Quaker Disease (Adrenal Insufficiency): A Complete Patient Guide
Overview
Quaker disease is a historical nickname for primary adrenal insufficiency, also known as Addison’s disease. The condition occurs when the adrenal cortex—a thin, outer layer of the adrenal glands located atop each kidney—fails to produce enough of the hormones cortisol and, often, aldosterone. Cortisol regulates metabolism, blood‑sugar, immune response, and stress adaptation, while aldosterone controls sodium‑potassium balance and blood‑pressure.
Although the term “Quaker disease” originated in the early 20th century because many reported cases were observed among members of the Religious Society of Friends (Quakers) in the United Kingdom, the condition is now recognized worldwide and affects anyone regardless of religious affiliation.
- Who it affects: Adults are most commonly diagnosed, with a mean age of 45‑55 years, but the disease can appear at any age, even in children (called congenital adrenal hyperplasia when present from birth).
- Prevalence: Primary adrenal insufficiency is rare—estimated at 4–11 cases per 100,000 people in the United States and Europe (Mayo Clinic, 2023).
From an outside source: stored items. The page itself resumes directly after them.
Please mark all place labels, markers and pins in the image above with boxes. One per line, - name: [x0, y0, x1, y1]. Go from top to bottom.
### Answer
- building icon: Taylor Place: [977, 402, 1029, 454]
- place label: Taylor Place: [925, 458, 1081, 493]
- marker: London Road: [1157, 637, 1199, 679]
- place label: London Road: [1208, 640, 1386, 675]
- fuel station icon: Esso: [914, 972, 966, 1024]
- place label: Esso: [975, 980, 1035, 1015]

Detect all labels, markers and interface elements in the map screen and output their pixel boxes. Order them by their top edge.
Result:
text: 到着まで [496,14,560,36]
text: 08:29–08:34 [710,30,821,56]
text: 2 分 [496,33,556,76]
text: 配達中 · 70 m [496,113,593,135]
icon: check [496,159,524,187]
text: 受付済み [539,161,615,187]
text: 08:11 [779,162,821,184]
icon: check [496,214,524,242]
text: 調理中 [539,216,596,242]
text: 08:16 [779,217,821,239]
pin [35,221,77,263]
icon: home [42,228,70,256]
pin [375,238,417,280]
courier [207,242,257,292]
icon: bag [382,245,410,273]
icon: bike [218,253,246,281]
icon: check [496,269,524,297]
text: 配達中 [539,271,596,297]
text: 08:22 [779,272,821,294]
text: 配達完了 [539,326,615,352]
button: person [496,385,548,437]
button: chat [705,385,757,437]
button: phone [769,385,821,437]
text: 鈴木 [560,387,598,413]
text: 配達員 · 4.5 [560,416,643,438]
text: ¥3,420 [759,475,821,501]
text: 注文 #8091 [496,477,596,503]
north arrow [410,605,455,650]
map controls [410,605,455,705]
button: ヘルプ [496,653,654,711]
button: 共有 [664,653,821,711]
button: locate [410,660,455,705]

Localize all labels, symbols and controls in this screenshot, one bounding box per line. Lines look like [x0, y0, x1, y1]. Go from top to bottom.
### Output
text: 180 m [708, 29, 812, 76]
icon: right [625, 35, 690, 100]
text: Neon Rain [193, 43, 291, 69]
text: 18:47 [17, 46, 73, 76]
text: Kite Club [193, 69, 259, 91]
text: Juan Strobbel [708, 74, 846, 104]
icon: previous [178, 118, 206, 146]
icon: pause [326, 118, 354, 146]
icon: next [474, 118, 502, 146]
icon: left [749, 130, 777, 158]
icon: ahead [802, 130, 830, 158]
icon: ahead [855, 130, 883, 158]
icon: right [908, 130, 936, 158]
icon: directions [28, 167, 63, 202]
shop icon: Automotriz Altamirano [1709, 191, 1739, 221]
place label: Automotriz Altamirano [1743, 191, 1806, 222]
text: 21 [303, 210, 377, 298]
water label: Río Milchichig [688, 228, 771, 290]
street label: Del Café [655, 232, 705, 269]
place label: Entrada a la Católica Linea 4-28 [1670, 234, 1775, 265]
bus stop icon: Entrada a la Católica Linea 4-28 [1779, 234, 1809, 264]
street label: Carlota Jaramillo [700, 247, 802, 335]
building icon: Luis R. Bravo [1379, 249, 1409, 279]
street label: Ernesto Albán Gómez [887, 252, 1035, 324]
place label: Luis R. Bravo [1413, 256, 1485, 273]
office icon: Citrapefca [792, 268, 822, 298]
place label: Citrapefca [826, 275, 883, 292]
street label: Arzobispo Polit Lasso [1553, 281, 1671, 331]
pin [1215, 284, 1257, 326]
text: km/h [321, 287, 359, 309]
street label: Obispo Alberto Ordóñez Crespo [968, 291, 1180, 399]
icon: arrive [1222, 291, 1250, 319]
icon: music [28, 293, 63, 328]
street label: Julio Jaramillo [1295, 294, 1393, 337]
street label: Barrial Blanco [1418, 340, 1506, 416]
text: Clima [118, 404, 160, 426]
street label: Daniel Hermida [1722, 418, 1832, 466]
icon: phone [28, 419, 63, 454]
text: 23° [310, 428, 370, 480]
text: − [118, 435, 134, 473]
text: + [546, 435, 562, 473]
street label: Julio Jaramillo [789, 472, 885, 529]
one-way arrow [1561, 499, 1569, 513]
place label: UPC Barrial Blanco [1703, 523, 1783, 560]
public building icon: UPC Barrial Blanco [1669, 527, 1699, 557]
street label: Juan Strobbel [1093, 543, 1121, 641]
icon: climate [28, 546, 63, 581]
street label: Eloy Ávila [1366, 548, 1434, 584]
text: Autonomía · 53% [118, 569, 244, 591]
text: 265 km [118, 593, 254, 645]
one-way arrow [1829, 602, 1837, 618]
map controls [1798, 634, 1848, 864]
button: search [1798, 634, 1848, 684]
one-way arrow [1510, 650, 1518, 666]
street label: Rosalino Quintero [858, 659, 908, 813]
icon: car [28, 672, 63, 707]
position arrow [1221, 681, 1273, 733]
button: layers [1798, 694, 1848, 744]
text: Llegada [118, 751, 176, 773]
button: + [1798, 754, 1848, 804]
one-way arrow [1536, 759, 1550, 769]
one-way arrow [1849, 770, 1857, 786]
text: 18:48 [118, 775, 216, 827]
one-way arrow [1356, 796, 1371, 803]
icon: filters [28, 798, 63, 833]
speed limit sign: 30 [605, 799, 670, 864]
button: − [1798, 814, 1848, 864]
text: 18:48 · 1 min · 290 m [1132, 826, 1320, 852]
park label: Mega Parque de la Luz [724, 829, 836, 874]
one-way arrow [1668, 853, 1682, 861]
In the UK, the prevalence is approximately 1 per 30,000 people (NHS, 2022).
Because the adrenal glands have limited reserve, symptoms often develop gradually and may be mistaken for other illnesses, which can delay diagnosis.
Symptoms
The classic “triad” of Addison’s disease is fatigue, weight loss, and hyperpigmentation. However, symptoms can be highly variable and may affect many organ systems.
General Symptoms
- Chronic fatigue or weakness – feeling exhausted even after rest.
- Unexplained weight loss – often 5–10 % of body weight over months.
- Decreased appetite – loss of interest in food.
- Low blood pressure (orthostatic hypotension) – dizziness or light‑headedness when standing.
- Salt craving – a strong desire for salty foods.
Skin & Mucous Membranes
- Hyperpigmentation – diffuse darkening of skin folds, elbows, knees, and especially the buccal mucosa (inside of the cheek) and scar tissue, caused by excess ACTH stimulating melanocytes.
- Dry, thin skin – may be prone to bruising.
Gastrointestinal
- Nausea, vomiting, or abdominal pain – often non‑specific.
- Diarrhea or constipation
- Low blood sugar (hypoglycemia) – especially after prolonged fasting.
Neurological / Psychological
- Depression or irritability
- Difficulty concentrating
- Muscle or joint pains
Electrolyte‑Related
- Hyponatremia – low sodium causing nausea, headache, or confusion.
- Hyperkalemia – high potassium leading to muscle weakness or cardiac arrhythmias.
Special Situations
- Adrenal crisis – a life‑threatening emergency marked by severe vomiting, abdominal pain, sudden drop in blood pressure, fever, and altered mental status (see “When to Seek Emergency Care”).
Causes and Risk Factors
Adrenal insufficiency can be primary (problem within the adrenal gland) or secondary (insufficient ACTH from the pituitary). “Quaker disease” specifically refers to primary adrenal insufficiency.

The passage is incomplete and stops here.